[Saved entries]
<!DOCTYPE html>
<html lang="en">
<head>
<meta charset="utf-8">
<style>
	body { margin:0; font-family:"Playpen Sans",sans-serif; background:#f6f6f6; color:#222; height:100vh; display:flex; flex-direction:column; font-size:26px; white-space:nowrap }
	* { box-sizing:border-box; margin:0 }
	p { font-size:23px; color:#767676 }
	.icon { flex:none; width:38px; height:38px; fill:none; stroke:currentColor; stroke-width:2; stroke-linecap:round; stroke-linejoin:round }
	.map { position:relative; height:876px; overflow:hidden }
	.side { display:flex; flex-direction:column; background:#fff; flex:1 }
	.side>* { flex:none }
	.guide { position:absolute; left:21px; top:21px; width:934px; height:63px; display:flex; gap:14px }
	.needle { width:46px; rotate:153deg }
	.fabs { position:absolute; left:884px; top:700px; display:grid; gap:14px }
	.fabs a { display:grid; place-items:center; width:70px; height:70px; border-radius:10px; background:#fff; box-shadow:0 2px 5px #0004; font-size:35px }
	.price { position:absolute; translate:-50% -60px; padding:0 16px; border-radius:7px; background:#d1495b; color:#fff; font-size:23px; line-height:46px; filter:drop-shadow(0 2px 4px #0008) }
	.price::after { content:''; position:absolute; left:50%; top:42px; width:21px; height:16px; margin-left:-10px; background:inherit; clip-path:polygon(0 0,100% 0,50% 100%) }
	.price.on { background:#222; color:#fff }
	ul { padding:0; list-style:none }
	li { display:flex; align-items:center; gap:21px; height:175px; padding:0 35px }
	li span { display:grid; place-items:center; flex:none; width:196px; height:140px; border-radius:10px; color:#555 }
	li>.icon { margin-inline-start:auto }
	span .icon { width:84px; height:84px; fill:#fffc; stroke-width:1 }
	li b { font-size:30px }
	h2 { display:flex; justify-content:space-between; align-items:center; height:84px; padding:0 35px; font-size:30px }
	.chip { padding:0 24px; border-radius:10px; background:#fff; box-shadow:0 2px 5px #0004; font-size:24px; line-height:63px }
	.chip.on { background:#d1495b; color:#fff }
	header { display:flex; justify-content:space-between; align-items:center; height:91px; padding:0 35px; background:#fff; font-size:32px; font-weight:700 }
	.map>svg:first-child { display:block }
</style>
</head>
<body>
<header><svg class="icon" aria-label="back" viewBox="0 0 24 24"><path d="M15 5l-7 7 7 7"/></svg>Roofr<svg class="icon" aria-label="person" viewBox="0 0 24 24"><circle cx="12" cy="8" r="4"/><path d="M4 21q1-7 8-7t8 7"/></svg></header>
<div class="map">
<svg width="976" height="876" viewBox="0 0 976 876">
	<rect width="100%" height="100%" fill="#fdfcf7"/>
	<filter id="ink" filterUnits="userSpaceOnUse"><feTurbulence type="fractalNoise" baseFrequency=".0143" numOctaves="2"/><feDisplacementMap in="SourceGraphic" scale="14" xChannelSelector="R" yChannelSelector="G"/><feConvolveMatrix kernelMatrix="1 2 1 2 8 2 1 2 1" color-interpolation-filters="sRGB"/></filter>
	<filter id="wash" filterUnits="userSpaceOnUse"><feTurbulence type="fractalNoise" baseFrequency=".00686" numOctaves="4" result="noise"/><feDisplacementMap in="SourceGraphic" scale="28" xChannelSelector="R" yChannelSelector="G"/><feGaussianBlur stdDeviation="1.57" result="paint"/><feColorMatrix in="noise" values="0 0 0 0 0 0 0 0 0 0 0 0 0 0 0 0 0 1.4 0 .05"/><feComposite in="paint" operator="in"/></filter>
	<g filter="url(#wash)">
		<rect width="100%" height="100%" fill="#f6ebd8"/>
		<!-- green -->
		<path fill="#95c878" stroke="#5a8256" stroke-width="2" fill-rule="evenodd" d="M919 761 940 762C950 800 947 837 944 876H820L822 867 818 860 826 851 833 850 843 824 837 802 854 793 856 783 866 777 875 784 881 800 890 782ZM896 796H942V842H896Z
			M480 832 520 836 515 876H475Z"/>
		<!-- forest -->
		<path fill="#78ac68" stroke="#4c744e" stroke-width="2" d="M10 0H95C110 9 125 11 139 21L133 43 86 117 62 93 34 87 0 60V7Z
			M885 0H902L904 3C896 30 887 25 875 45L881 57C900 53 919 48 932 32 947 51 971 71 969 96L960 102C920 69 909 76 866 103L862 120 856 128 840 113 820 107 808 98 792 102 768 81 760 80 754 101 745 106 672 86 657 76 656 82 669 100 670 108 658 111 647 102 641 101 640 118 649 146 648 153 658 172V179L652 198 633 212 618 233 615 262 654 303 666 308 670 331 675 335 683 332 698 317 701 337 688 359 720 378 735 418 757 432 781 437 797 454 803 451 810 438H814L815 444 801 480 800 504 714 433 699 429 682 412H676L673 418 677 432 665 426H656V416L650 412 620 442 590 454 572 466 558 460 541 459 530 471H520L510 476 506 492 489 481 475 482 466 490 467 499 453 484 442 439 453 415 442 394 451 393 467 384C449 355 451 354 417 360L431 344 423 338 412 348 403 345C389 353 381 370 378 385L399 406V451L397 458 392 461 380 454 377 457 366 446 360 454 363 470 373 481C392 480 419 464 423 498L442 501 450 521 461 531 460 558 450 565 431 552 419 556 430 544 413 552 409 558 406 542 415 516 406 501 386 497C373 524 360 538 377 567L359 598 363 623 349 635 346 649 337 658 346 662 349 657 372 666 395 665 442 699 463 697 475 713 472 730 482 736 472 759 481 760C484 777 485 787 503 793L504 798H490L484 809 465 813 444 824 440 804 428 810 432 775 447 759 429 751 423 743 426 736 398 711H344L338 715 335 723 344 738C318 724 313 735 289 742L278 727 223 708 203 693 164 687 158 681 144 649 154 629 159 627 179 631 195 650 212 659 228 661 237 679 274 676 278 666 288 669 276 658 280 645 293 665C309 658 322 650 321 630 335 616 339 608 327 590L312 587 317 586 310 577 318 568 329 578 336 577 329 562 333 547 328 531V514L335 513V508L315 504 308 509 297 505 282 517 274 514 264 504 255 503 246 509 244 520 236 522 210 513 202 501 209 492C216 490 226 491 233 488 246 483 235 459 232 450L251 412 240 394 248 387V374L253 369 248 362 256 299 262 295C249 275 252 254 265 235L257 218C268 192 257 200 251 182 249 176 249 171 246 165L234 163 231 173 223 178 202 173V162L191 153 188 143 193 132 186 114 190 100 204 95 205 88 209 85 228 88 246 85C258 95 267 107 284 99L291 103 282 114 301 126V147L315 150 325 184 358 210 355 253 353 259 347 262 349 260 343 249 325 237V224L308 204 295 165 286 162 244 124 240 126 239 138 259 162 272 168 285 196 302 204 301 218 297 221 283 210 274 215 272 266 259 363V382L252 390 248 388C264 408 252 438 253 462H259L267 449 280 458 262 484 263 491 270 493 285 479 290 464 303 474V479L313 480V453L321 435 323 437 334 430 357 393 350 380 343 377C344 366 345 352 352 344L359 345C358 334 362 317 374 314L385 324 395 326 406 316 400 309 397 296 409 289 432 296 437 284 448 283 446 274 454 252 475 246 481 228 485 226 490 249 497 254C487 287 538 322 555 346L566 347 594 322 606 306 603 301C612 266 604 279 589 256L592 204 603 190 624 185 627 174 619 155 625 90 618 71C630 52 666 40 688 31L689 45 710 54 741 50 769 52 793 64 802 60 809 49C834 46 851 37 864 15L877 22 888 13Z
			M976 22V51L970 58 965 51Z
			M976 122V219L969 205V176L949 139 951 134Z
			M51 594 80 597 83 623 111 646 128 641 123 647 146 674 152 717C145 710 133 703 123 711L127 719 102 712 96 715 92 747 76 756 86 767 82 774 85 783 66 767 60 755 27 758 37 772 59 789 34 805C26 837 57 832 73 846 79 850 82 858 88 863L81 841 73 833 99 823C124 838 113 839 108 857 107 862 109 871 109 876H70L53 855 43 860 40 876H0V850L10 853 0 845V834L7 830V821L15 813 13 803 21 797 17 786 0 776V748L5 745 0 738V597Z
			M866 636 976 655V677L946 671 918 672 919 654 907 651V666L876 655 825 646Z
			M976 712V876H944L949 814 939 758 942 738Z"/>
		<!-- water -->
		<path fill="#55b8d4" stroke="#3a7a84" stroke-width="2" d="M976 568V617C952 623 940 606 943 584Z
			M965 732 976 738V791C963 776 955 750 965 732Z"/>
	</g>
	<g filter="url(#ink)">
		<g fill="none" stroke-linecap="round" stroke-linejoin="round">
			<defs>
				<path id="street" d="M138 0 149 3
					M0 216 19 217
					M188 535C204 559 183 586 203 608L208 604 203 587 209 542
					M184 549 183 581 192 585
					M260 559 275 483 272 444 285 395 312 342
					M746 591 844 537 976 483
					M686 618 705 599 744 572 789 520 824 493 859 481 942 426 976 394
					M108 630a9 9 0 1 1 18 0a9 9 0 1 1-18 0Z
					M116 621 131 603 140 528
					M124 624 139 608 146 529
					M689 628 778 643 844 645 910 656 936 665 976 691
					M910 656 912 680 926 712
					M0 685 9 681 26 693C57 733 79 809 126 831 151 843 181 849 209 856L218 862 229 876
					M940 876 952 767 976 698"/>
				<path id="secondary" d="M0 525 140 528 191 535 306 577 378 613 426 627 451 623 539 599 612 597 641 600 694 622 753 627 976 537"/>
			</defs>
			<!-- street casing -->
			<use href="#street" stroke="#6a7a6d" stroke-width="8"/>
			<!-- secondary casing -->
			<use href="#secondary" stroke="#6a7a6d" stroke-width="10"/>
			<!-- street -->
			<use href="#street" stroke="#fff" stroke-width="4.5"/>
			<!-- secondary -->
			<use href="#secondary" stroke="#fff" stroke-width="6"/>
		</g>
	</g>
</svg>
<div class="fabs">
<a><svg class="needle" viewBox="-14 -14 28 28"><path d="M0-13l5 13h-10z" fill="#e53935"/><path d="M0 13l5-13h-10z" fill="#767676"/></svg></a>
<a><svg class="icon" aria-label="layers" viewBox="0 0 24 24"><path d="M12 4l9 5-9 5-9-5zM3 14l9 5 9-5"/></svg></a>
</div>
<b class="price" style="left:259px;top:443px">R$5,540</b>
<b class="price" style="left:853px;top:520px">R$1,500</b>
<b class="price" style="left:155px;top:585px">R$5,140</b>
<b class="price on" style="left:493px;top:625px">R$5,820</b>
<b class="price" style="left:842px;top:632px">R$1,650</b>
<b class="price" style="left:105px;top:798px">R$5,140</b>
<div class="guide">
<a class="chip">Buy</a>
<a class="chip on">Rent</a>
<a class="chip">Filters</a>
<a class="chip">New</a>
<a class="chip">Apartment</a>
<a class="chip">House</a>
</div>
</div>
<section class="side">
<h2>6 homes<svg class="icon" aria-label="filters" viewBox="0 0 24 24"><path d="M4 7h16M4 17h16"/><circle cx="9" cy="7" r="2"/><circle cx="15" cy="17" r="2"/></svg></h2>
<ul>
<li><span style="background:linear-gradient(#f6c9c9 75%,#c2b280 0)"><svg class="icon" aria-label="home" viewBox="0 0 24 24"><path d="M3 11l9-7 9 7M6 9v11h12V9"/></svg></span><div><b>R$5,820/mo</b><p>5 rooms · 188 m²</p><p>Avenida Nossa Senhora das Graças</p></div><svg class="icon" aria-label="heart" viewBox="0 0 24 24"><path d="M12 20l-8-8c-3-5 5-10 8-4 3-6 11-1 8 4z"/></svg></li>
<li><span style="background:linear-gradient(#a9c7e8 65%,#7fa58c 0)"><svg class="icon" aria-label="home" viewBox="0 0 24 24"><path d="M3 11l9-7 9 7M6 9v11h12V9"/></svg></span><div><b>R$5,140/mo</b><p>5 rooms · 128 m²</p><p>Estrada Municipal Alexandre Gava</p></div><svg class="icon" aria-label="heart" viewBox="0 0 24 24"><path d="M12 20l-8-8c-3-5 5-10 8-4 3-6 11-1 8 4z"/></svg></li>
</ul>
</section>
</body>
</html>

* _Try it_
Whenever the string "linecap" shows up in a line of the entries, copy that line.

* _Answer section_
	.icon { flex:none; width:38px; height:38px; fill:none; stroke:currentColor; stroke-width:2; stroke-linecap:round; stroke-linejoin:round }
		<g fill="none" stroke-linecap="round" stroke-linejoin="round">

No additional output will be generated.